### TASK ITEM:
Going through the entries below, count each line containing the word "朝晖新村". Report the number only.
======== RECORDS SHOWN ========
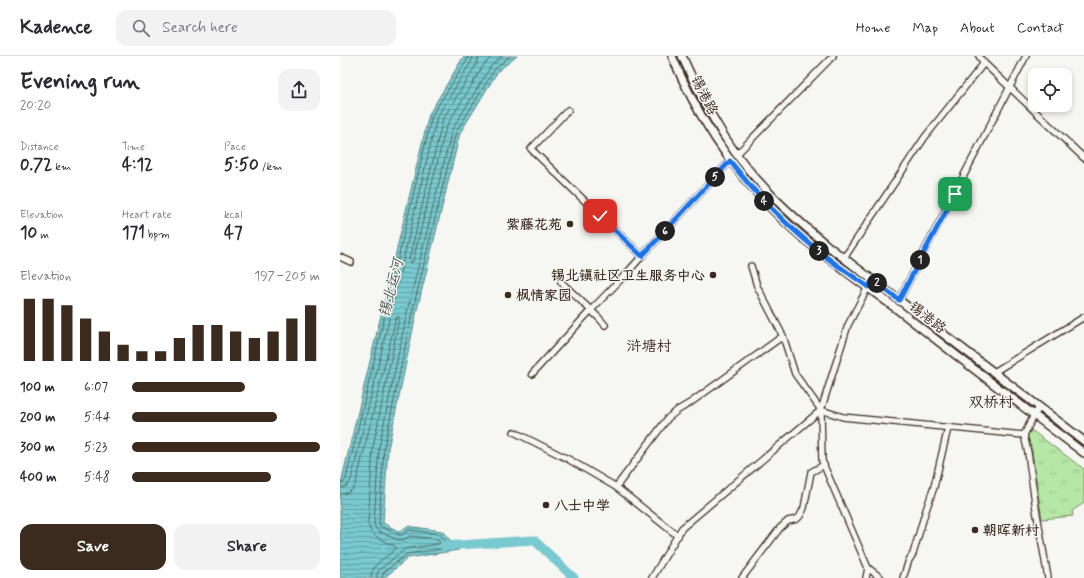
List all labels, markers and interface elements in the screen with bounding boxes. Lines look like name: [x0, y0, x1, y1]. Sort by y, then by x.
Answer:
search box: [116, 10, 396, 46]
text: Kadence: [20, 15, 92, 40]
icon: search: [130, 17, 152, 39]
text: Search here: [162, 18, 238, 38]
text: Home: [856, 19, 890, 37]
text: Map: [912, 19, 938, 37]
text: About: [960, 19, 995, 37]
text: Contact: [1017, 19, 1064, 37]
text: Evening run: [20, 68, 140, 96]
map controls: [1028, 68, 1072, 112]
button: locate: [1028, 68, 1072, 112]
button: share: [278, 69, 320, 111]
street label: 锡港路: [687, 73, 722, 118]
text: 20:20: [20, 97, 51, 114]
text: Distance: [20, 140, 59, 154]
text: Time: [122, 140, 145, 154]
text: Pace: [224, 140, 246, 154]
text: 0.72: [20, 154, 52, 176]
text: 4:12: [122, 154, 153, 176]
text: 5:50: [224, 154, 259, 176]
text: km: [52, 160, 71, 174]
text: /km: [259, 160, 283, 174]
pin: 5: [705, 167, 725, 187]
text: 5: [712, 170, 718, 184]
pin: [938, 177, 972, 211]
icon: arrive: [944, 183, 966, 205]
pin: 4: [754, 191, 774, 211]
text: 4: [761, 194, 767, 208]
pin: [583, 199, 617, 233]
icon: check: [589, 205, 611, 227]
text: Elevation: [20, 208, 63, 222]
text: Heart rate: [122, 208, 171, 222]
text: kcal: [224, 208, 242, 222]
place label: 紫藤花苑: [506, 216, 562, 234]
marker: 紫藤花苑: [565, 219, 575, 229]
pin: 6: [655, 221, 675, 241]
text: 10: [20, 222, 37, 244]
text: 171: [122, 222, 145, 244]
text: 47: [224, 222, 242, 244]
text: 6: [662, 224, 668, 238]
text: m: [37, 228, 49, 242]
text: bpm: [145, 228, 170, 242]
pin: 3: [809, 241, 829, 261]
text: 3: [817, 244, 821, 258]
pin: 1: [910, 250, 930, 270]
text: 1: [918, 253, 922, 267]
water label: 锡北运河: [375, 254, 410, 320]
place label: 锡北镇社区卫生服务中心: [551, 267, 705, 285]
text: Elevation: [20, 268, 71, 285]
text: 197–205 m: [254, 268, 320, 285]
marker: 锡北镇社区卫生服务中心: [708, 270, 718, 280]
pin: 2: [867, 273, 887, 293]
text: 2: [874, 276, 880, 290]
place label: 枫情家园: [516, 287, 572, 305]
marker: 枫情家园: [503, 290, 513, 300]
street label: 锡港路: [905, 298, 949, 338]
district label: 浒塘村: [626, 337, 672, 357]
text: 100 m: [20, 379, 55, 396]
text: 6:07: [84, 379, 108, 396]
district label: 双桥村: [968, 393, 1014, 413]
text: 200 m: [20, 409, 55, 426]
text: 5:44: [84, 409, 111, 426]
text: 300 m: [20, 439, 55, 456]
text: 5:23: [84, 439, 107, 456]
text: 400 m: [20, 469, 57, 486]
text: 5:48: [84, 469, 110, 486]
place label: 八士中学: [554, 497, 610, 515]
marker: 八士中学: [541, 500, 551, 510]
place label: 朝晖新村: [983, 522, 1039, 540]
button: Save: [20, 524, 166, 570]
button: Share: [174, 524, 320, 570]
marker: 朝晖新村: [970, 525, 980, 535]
========
### REPLY:
2